Best Nonfiction Book
__ Anatomy of Wonder -- ed. Neil Barron (Bowker)
__ After Man  -- Dougal Dixon (Macmillan)
__ Danse Macabre -- Stephen King (Everest)
__ The Grand Tour -- Ron Miller and William K. Hartman (Workman)
__ The Art of Leo & Diane Dillon -- ed. Byron Preiss (Ballantine)
__ No Award

Best Professional Editor
__ Terry Carr
__ Edward L. Ferman
__ David G. Hartwell
__ Stanley Schmidt
__ George Scithers
__ No Award

Best Professional Artist
__ Vincent DiFate
__ Carl Lundgren
__ Don Maitz
__ Rowena Morrill
__ Michael Whelan
__ No Award

Best Dramatic Presentation
__ Dragonslayer
__ Excalibur
__ Outland
__ Raiders of the Lost Ark
__ Time Bandits
__ No Award

Best Fanzine
__ File 770 -- Michael Glyer
__ Locus -- Charles N. Brown
__ SF Chronicle -- Andrew Porter
__ SF Review -- Richard E. Geis
__ SF-LOVERS Digest -- Jim McGrath (Just kidding gang) [ Drat! - Jim ]
__ No Award

Best Fan Writer
__ Richard E. Geis
__ Michael Glyer
__ Arthur Hlavaty
__ Dave Langford
__ No Award

Best Fan Artist
__ Alexis Gilliland
__ Joan Hanke-Woods
__ Victoria Poyser
__ William Rotsler
__ Stu Shiffman
__ No Award

John W. Campbell Award
__ David Brin
__*Alexis Gilliland
__ Robert Stallman (deceased)
__ Michael Swanwick
__*Paul O. Williams
__ No Award

 * eligible again next year


If enough interest is expressed, I will collect and tally your votes
for the hugo winners.  (Maybe the digest can take out a membership in
the Worldcon and vote like NESFA (New England Science Fiction Society)
does each year.)  Votes will be kept confidential.  The FINAL deadline
will be JULY 15, which gives you almost two months.

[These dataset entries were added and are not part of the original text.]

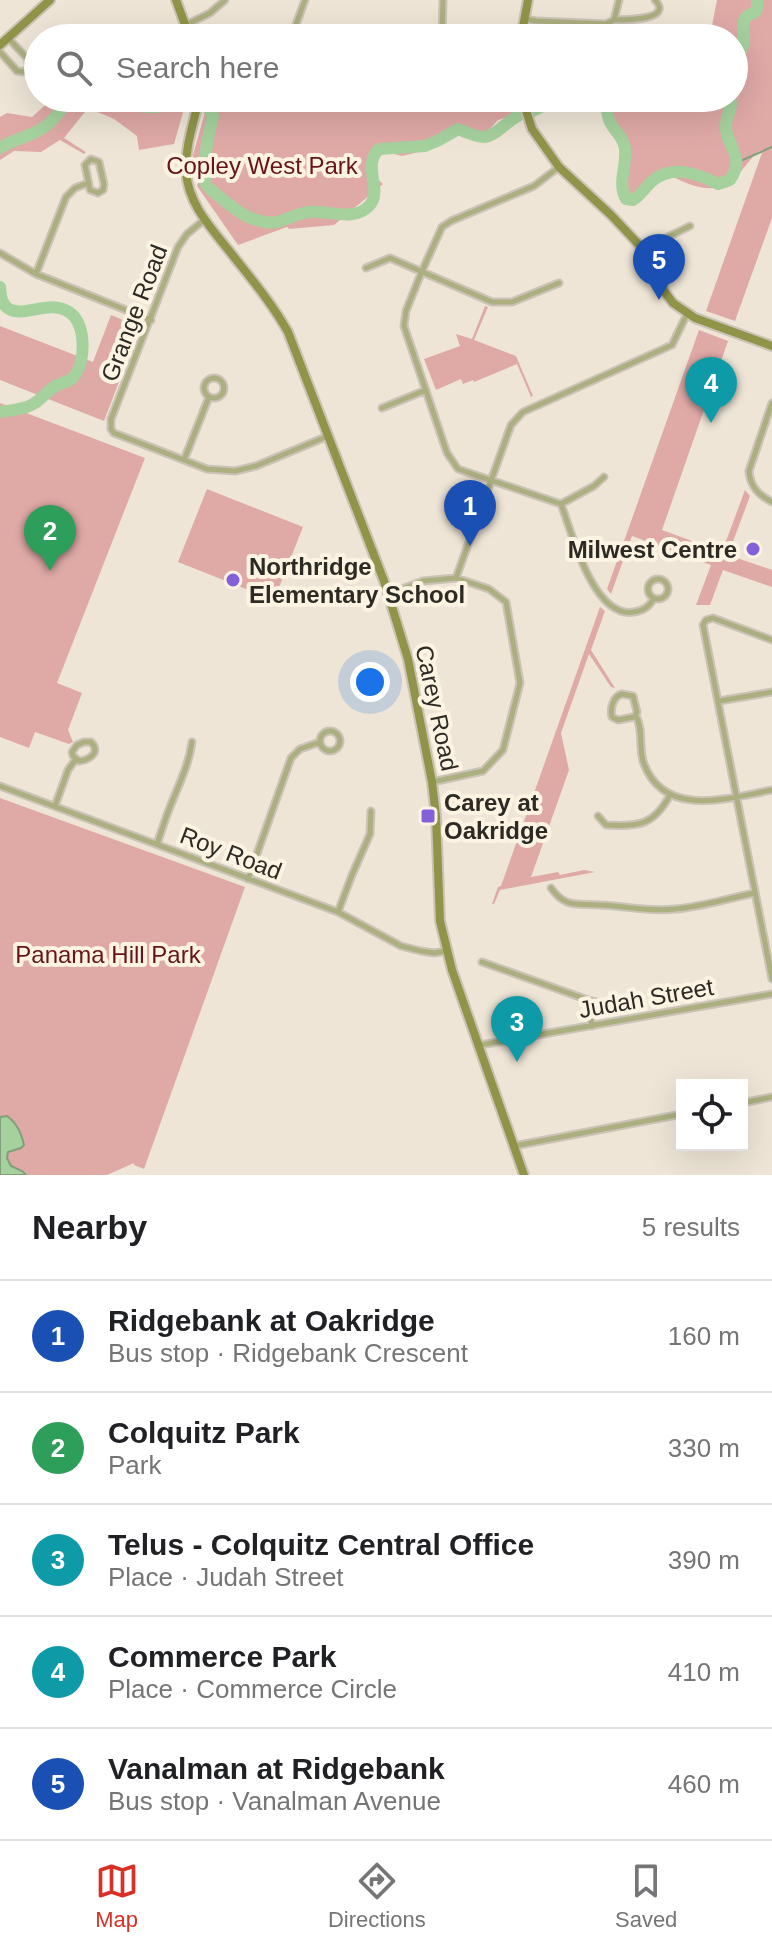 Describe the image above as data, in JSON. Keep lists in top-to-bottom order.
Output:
{
  "streets": {
    "street": [
      "Grange Road",
      "Carey Road",
      "Roy Road",
      "Judah Street"
    ]
  },
  "crossings": [
    ["Grange Road", "Carey Road"],
    ["Carey Road", "Roy Road"],
    ["Carey Road", "Judah Street"]
  ],
  "parks": ["Copley West Park", "Panama Hill Park"],
  "places": {
    "other": ["Milwest Centre", "Northridge Elementary School"],
    "transit": ["Carey at Oakridge"]
  },
  "page": {
    "search": "Search here",
    "pins": [
      "5",
      "4",
      "1",
      "2",
      "3"
    ],
    "heading": ["Nearby", "5 results"],
    "list": [
      {
        "mark": "1",
        "name": "Ridgebank at Oakridge",
        "note": "Bus stop · Ridgebank Crescent",
        "value": "160 m"
      },
      {
        "mark": "2",
        "name": "Colquitz Park",
        "note": "Park",
        "value": "330 m"
      },
      {
        "mark": "3",
        "name": "Telus - Colquitz Central Office",
        "note": "Place · Judah Street",
        "value": "390 m"
      },
      {
        "mark": "4",
        "name": "Commerce Park",
        "note": "Place · Commerce Circle",
        "value": "410 m"
      },
      {
        "mark": "5",
        "name": "Vanalman at Ridgebank",
        "note": "Bus stop · Vanalman Avenue",
        "value": "460 m"
      }
    ],
    "nav": ["Map", "Directions", "Saved"]
  }
}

Voting in done on an Australian Ballot system, i.e. rank by number
(1st choice, 2nd choice, etc) up to and including No Award.  Winners
will be announced sometime in August.

                                           Greg

[ Thanks Greg for typing this all in!  If anyone is interested in
  having a straw Hugo poll of the readership, please send mail to
  Greg.  If we have enough interested parties, we'll do something
  about it.  --  Jim ]

------------------------------

Date: 16 May 1982 1133-PDT
From: Phil Gerring 
Subject: Movie review: Conan The Barbarian


Pico-review: Made in Japan

Nano-review: Any resemblance to characters, living or dead, created by
Robert E. Howard (et al.) is purely coincidental.

Micro-review: If you're a Conan fan and expect to see him on the 
screen, expect some disappointment.  Otherwise, it's an OK (barely) 
swords and sorcery/samaurai movie without much in the way of sorcery.
Worth going to see, but the word is that The Sword and the Sorcerer 
(which I've not seen yet) has upstaged it considerably and is a better
movie.

Macro-review:  We kept expecting the dialogue to be in Japanese with 
subtitles; some of the scenes appear to be loosely based on Conan 
stories (e.g., The Thing in the Crypt, The Tower of the Elephant), but
many of the weapons, armor, fighting techniques, symbols, and overall
impressions had a strongly Japanese flavor.  The antagonist, Thulsa
Doom, was indeed a Howard character, but in the King Kull stories...
The general flavor of the movie is Conan et al. vs.  mostly human
antagonists, while that of the books is more Conan vs.  mostly
supernatural monsters.
     Many of the scenes were rather inexplicable--I kept wondering 
what the heck was going on.  The first part of the movie was mostly 
disconnected scenes with Conan being the only common point (which is 
to say, the plot is very weak).  After we manage to meet all of the 
good guys and bad guys, we finally have a quest to save a beautiful 
princess from the evil sorcerer, which starts to tie things together.
     The special effects were straightforward and well-done, with the 
best part being a fight with some kind of air elementals or demons or 
some such (it wasn't entirely clear just what was going on).  The 
first part managed to avoid being unnecessarily bloody, but this was 
rectified later (I DON'T recommend this for kids...).  One point 
worthy of mention is that this is the first movie of the genre to have
a female who handles weaponry with more than adequate skill.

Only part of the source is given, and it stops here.